The Guardian reports:
The National Security Agency is currently collecting the telephone records of millions of US customers of Verizon, one of America’s largest telecoms providers, under a top secret court order issued in April.
The order, a copy of which has been obtained by the Guardian, requires Verizon on an “ongoing, daily basis” to give the NSA information on all telephone calls in its systems, both within the US and between the US and other countries.
The document shows for the first time that under the Obama administration the communication records of millions of US citizens are being collected indiscriminately and in bulk – regardless of whether they are suspected of any wrongdoing.
The secret Foreign Intelligence Surveillance Court (Fisa) granted the order to the FBI on April 25, giving the government unlimited authority to obtain the data for a specified three-month period ending on July 19.
Under the terms of the blanket order, the numbers of both parties on a call are handed over, as is location data, call duration, unique identifiers, and the time and duration of all calls.
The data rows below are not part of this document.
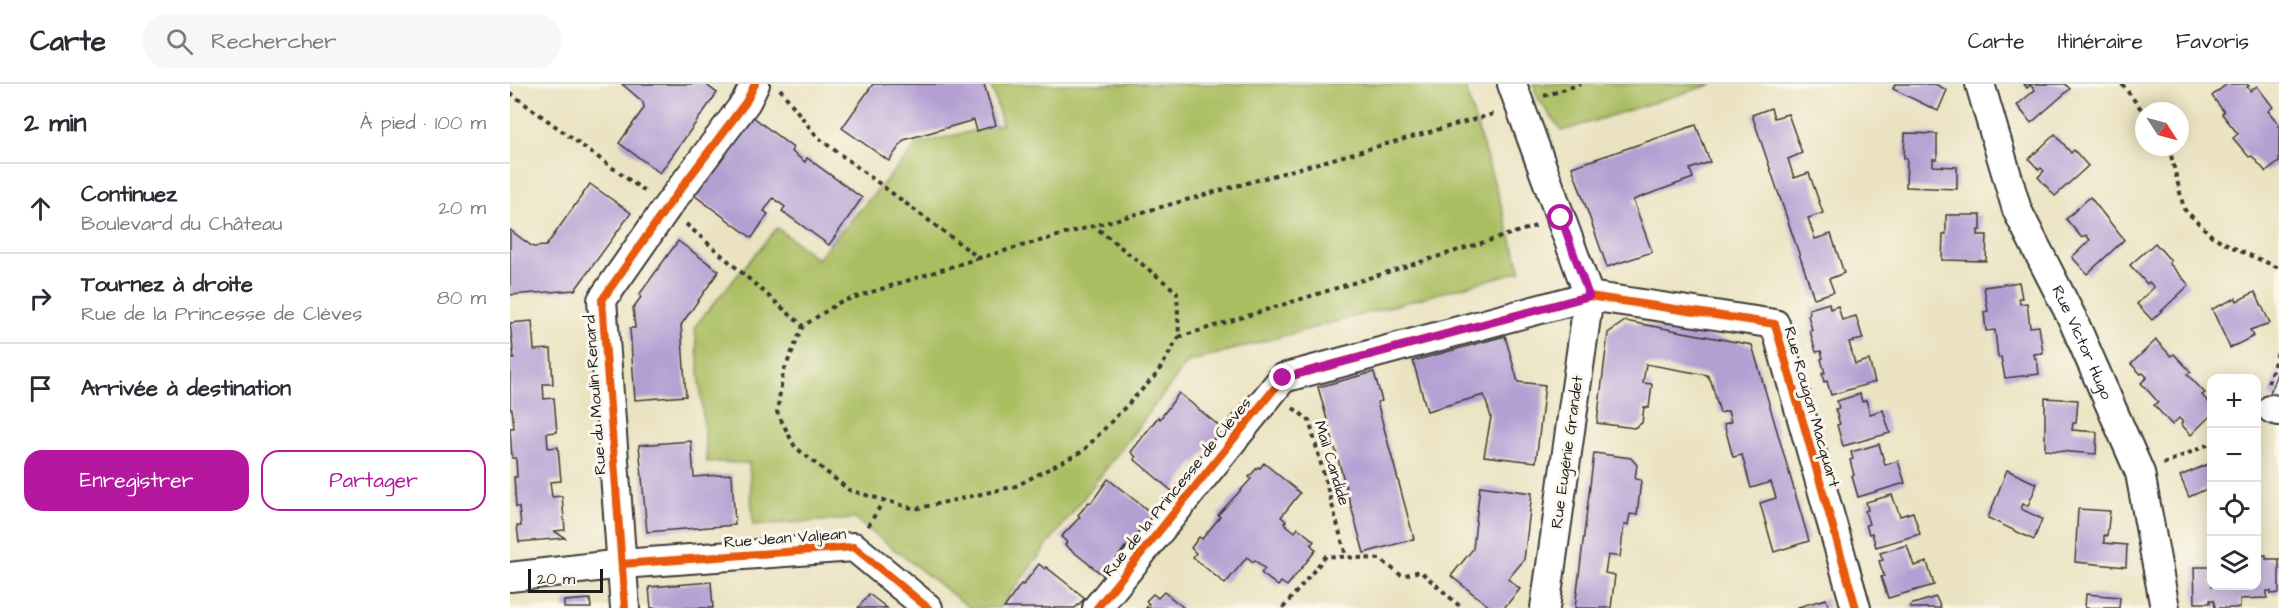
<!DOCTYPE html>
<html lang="fr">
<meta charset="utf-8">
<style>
body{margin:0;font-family:"Architects Daughter",sans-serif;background:#f7f7f7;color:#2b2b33}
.controls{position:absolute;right:18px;bottom:18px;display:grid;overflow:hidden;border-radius:12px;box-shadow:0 3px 15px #0003}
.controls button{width:54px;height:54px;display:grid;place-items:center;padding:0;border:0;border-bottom:2px solid #e1e1e2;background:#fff;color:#2b2b33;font:30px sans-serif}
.compass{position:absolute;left:1625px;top:18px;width:54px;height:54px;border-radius:50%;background:#fff;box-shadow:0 3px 15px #0003;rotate:126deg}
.scale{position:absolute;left:18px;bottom:15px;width:75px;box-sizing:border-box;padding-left:6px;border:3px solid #1c1c1c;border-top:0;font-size:16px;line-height:21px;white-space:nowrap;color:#1c1c1c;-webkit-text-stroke:4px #fbf7ec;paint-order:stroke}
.stop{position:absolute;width:18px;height:18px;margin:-14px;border:4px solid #b5179e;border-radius:50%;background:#fff}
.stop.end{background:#b5179e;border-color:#fff;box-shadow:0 2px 6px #0008}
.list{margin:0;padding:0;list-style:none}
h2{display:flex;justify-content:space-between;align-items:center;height:78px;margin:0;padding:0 24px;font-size:26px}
h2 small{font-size:20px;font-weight:400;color:#7c7c81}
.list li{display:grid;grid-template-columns:39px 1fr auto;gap:18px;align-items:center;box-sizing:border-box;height:90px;padding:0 24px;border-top:2px solid #e1e1e2}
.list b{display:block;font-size:22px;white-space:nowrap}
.list p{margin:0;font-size:20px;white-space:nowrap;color:#7c7c81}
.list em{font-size:20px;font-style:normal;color:#7c7c81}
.actions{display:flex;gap:12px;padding:18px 24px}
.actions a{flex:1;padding:14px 0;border:2px solid #b5179e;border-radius:18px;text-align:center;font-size:21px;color:#b5179e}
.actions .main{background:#b5179e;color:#fff}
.icon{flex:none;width:33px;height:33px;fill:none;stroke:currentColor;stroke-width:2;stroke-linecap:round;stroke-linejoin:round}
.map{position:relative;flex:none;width:1769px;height:524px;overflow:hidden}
header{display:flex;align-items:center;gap:36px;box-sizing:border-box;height:84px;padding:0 30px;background:#fff;border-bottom:2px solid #e1e1e2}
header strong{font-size:28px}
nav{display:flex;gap:33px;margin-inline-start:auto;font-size:21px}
.search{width:420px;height:54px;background:#f7f7f7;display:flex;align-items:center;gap:15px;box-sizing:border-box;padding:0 21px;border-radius:33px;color:#7c7c81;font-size:22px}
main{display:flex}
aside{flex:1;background:#fff}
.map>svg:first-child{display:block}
.green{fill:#aabd61;stroke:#636c3e;stroke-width:1.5}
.building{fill:#b49fd3}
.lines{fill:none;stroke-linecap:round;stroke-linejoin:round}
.street-casing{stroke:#3b3a35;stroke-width:32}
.path{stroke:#3b3a35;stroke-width:4;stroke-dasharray:4.5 4.5;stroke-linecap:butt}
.street{stroke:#fff;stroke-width:28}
.cycleway-casing{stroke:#fbf7ec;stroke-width:11}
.cycleway{stroke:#e8590c;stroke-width:8}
.route{stroke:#b5179e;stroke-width:8}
.labels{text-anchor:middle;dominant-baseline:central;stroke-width:6;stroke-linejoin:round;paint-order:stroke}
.street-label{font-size:16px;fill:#1c1c1c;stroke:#fbf7ec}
</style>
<header>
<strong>Carte</strong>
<div class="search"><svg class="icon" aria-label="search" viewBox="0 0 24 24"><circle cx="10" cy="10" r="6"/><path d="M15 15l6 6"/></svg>Rechercher</div>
<nav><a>Carte</a><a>Itinéraire</a><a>Favoris</a></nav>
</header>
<main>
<aside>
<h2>2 min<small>À pied · 100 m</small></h2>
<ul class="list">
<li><svg class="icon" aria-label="ahead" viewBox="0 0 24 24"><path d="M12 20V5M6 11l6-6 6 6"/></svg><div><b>Continuez</b><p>Boulevard du Château</p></div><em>20 m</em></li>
<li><svg class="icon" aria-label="right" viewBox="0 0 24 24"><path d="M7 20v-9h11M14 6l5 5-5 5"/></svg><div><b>Tournez à droite</b><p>Rue de la Princesse de Clèves</p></div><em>80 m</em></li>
<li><svg class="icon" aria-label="arrive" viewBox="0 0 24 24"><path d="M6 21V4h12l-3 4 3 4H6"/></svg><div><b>Arrivée à destination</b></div></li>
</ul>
<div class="actions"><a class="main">Enregistrer</a><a>Partager</a></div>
</aside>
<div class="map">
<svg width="1769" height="524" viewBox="0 0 1769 524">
<rect width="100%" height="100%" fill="#fbf7ec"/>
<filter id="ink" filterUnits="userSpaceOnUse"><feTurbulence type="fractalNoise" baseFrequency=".0167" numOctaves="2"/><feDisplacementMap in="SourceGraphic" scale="12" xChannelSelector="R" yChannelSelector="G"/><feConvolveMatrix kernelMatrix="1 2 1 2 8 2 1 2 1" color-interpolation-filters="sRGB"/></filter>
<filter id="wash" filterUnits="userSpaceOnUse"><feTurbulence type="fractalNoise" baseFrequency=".008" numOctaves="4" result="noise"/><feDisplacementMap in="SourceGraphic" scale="24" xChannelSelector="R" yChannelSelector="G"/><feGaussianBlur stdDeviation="1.35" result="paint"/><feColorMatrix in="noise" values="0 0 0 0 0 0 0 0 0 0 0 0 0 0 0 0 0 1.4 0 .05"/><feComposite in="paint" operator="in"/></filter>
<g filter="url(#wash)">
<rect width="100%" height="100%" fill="#eae2c0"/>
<g class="green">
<polygon points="481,0 954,0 1011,187 678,278 489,524 460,524 345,435 243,441 239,379 197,378 185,242 267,144 307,175 408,60 492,40"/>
<polygon points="1023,0 1203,0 1052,47 1028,15"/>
</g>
<g id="blocks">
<g class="building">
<polygon points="112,0 195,0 207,9 150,89 109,59 134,24 133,18"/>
<polygon points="363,0 474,0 486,41 467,47 464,36 394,56 379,77 332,44"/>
<polygon points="1385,0 1425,0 1437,6 1428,27 1383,5"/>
<polygon points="1514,0 1555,0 1560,5 1521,39 1507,21 1525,6 1520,1 1517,4"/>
<polygon points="1717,0 1737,0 1739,2 1737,3 1740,7 1747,2 1763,23 1758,27 1769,40 1769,78 1756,88 1742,72 1739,73 1723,54 1728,50 1712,30 1714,28 1702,12"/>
<polygon points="1261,24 1264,34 1278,30 1292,69 1278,75 1284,94 1299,89 1313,129 1298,134 1305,155 1321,150 1334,189 1319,195 1324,208 1304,214 1242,31"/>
<polygon points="242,32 283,64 281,67 295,78 297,74 352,114 319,161 272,127 275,123 263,114 254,127 258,130 242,154 184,111"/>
<polygon points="1186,41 1200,78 1180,85 1183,94 1123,116 1142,168 1097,183 1062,83"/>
<polygon points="1395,49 1427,50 1427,75 1423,75 1423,82 1447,83 1447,105 1396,103 1397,74 1394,74"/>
<polygon points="1545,50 1561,69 1564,66 1578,82 1545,112 1528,93 1534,87 1531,84 1529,86 1519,75"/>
<polygon points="80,100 121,129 65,206 0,211 0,146 23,163 36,162"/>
<polygon points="1580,113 1614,156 1577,190 1562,173 1580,156 1576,151 1572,154 1556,135"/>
<polygon points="1436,131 1471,131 1471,146 1468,146 1468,151 1477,151 1476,177 1432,176 1433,150 1436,150"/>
<polygon points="168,157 209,187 171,241 176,312 125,316 120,244 125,244 123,224 131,213 129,211"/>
<polygon points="1645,159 1661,177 1659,179 1679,201 1642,236 1627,220 1644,203 1639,198 1637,200 1620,181"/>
<polygon points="1509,198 1512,214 1509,214 1510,220 1517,219 1520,243 1529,242 1533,269 1524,270 1525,275 1527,275 1529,290 1495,294 1491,273 1488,273 1485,246 1476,247 1474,228 1478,227 1474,203"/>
<polygon points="1745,208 1760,239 1740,246 1744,252 1720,264 1702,225 1726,214 1727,217"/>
<polygon points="1319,219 1320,225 1328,222 1332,236 1346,232 1353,255 1339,258 1345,280 1359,276 1365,298 1321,311 1317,297 1314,298 1312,289 1315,289 1311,275 1313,274 1311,267 1306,268 1300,247 1302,246 1298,231 1300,230 1299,225"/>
<polygon points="22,237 24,266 41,265 43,300 33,300 34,315 44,314 47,348 37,349 38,364 48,363 51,397 40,398 42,413 52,412 55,446 44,447 55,454 9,458 7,442 11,442 9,423 6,423 4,393 7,393 6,374 2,374 0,344 4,344 2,325 0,325 0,275 4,275 0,239"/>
<polygon points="1115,237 1242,261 1299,457 1264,468 1250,419 1266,414 1261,398 1241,404 1232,371 1223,373 1214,340 1221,338 1218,327 1210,329 1201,297 1197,291 1136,280 1133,299 1142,300 1139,324 1134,323 1132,339 1124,344 1087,339 1098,249"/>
<polygon points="995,252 1008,298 1035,301 1026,378 974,372 981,333 974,311 917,327 903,277"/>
<polygon points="1646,256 1661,272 1664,270 1681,288 1677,290 1695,309 1692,311 1701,321 1701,331 1681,351 1671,340 1673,338 1669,334 1662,341 1644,321 1648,318 1631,299 1637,293 1633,289 1631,290 1621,280"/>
<polygon points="1769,283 1769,315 1759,312"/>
<polygon points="864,288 872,317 867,318 904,455 854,469 808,303"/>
<polygon points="669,309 714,346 706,355 704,354 686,379 684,378 663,408 624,375 626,373 621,368 648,333 650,335"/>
<polygon points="1350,310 1352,318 1356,316 1360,330 1373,326 1380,349 1333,362 1327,341 1330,340 1325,325 1329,324 1327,317"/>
<polygon points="1535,314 1568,316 1566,339 1563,339 1562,346 1587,348 1586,370 1535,366"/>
<polygon points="181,357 184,393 222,390 225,441 137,448 129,361"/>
<polygon points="1369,360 1375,381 1388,377 1395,399 1348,413 1342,392 1344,391 1340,376 1343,375 1341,368"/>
<polygon points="1084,369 1121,374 1127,381 1125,395 1131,396 1127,431 1120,430 1118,441 1114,441 1110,473 1098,471 1095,489 1105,491 1101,524 1065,524"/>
<polygon points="754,379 790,409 771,433 776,437 774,439 785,448 788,444 804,457 801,461 806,466 777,502 771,498 768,502 751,489 755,485 745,476 743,478 737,473 715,500 683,473 686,469 681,464 689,453 692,455 710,433 708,431 741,395 739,393 748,383 750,384"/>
<polygon points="1701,379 1701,403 1679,413 1670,392"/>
<polygon points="1497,386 1527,400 1518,422 1513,420 1511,425 1532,435 1524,456 1478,434"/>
<polygon points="598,395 644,431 638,439 636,437 617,465 615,463 594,492 555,461 557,458 551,453 570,433 568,431 579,418 581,419"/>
<polygon points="970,402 1022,409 1014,476 998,495 1010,505 994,524 981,524 941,492 963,465"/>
<polygon points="1382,411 1390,432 1403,428 1410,450 1366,463 1362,449 1359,450 1356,441 1359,440 1355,427 1358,426 1356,418"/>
<polygon points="1568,425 1600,427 1597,452 1594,451 1594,459 1617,461 1616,483 1565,478"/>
<polygon points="1397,461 1404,482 1417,478 1424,501 1378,514 1371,493 1374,492 1369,477 1373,476 1370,469"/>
<polygon points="1746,471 1756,471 1756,475 1769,475 1769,509 1761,510 1761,507 1757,507 1757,514 1730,515 1730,524 1705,524 1704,516 1700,516 1700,519 1685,519 1684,483 1701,483 1702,502 1746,502"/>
<polygon points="529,480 535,485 536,483 575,514 565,524 494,524 511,500 513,501"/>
<polygon points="201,498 203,524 141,524 139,503"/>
<polygon points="654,508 674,524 636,524 639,520 636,517 643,510 648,514"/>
<polygon points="359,510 377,524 348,524"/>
<polygon points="1576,510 1610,513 1609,524 1575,524"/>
<polygon points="1426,513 1431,524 1401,524 1400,521"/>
<polygon points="80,515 81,524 54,524 54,517"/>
<polygon points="1316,515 1319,524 1288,524 1288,523"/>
</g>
</g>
</g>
<g filter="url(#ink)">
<use href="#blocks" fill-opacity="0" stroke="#3b3a35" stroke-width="1.5"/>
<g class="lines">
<g class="street-casing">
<g id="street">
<polyline points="1002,0 1079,212 1035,524"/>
<path id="s1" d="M1470 0 1507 126 1562 234 1630 389 1655 524"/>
<polyline points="1762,325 1769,327"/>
<polyline points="0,493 112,480 344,463 418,524"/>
<polyline points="115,524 92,216 157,123 236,18 245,0"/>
<polyline points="587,524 773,294 1079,212 1265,240 1346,524"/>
</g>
</g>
<g class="path">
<polyline points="1612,0 1634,29"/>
<polyline points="270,5 307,53 469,174 987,29"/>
<polyline points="0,9 137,109"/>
<polyline points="1034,12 1071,0"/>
<polyline points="1659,63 1674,125 1702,152 1728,166 1769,184"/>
<polyline points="176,140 293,242"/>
<polyline points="469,174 330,218 293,242 273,289 267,328 285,363 339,406 405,425 506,402 573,367 647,290 669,253 667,208 584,142"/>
<polyline points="669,253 1026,142"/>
<polyline points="1758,299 1769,265"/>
<polyline points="783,324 799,336 836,472"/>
<polyline points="1653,380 1702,359"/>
<polyline points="358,442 374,416"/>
<polyline points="773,524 816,472 870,475 892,492 910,487 952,524"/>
</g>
<use href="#street" class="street"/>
<g class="cycleway-casing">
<g id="cycleway">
<polyline points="112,480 344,463 418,524"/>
<polyline points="115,524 92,216 157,123 236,18 245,0"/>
<polyline points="587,524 773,294 1079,212 1265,240 1346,524"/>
</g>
</g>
<use href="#cycleway" class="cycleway"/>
</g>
</g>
<g class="lines" filter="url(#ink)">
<polyline class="route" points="773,294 1079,212 1051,134"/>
</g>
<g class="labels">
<g class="street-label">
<text stroke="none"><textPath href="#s1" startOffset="279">Rue Victor Hugo</textPath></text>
<text transform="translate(85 311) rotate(-94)">Rue du Moulin Renard</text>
<text transform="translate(1302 323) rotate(74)">Rue Rougon Macquart</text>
<text transform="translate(1057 368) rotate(-82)">Rue Eugénie Grandet</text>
<text transform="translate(822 379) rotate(73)">Mail Candide</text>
<text transform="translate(667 403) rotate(-51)">Rue de la Princesse de Clèves</text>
<text transform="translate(275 454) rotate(-4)">Rue Jean Valjean</text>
</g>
</g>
</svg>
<div class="controls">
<button>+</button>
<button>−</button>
<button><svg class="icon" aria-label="locate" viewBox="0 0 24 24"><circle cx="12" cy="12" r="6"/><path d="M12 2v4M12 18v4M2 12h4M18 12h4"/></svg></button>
<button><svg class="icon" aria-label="layers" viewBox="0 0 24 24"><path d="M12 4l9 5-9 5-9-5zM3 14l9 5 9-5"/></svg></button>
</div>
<svg class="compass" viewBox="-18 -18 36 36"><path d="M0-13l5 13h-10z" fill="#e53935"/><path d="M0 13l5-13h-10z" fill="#7c7c81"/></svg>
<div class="scale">20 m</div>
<div class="stop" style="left:1051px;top:134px"></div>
<div class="stop end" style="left:773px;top:294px"></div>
</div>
</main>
The contents of the conversation itself are not covered.
The White House defended the program in a statement on Thursday, saying the phone data is a “critical tool in protecting the nation from terrorist threats to the United States.”
An administration official said “It allows counter terrorism personnel to discover whether known or suspected terrorists have been in contact with other persons who may be engaged in terrorist activities, particularly people located inside the United States.”
In other news:
The AP reports: Lawyers for Guantanamo Bay detainees urged a federal judge Wednesday to stop what they describe as new “genital searches” for detainees who want to meet with their lawyers.
The Wall Street Journal reports: Former Central Intelligence Agency Director Leon Panetta inadvertently disclosed top-secret information to a Hollywood screenwriter about the raid that killed Osama bin Laden, according to a draft Defense Department report and former officials familiar with the events.
The New York Times reports: Nawaz Sharif took office as Pakistan’s prime minister for an unparalleled third time on Wednesday, vowing to tackle the country’s crippling electricity crisis and issuing an urgent call for the end of American drone strikes on Pakistani soil.